Well at least this is what they claim in the link you shared.

view this post on Zulip Karl Palmskog (Jan 31 2023 at 16:09):

they claimed it in the past, but the current Git-on-GitHub product manager did not want make these claims about tarball stability right now. But he may do in the near future. (link to PM comments)

view this post on Zulip Michael Soegtrop (Feb 01 2023 at 08:27):

@Karl Palmskog : so what is the conclusion: we continue with "fingers crossed" or we suggest to opam that they should compute hashes on the extracted sources rather than on the tar ball or we do something more fundamental?
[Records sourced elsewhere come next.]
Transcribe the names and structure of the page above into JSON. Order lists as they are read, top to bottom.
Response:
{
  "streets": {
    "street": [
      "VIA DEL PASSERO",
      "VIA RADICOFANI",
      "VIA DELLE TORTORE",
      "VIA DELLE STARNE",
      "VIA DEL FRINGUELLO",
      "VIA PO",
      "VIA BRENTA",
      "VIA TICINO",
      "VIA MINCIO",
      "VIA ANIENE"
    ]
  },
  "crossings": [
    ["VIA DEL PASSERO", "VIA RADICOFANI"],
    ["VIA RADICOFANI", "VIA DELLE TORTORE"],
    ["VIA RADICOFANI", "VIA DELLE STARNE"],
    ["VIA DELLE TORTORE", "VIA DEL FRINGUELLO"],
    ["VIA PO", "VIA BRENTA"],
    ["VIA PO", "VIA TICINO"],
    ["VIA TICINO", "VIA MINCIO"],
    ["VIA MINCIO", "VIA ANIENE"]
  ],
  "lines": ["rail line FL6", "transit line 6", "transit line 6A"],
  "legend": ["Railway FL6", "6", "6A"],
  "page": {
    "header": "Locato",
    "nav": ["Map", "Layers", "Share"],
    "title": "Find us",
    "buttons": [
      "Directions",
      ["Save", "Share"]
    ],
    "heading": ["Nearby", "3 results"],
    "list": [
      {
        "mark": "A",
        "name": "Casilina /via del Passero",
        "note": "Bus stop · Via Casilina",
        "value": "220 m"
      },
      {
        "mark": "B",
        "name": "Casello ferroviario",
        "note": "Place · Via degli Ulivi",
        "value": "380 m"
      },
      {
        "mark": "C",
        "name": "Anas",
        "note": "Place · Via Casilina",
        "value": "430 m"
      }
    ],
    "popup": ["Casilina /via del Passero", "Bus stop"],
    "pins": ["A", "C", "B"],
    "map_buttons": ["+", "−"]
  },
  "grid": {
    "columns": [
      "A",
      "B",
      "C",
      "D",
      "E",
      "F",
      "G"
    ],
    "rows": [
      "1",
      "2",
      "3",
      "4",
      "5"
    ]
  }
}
view this post on Zulip Karl Palmskog (Feb 01 2023 at 08:43):

the website blog post now says more information is forthcoming: https://github.blog/changelog/2023-01-30-git-archive-checksums-may-change/

view this post on Zulip Karl Palmskog (Feb 01 2023 at 08:44):

... so I suggest we wait with any further action until GitHub says something more

view this post on Zulip Karl Palmskog (Feb 24 2023 at 18:32):

followup to this: https://github.blog/2023-02-21-update-on-the-future-stability-of-source-code-archives-and-hashes/

sounds like it's a good idea to put all old Coq generated tarballs as separate release files (even though the generated tarballs are guaranteed for one more year)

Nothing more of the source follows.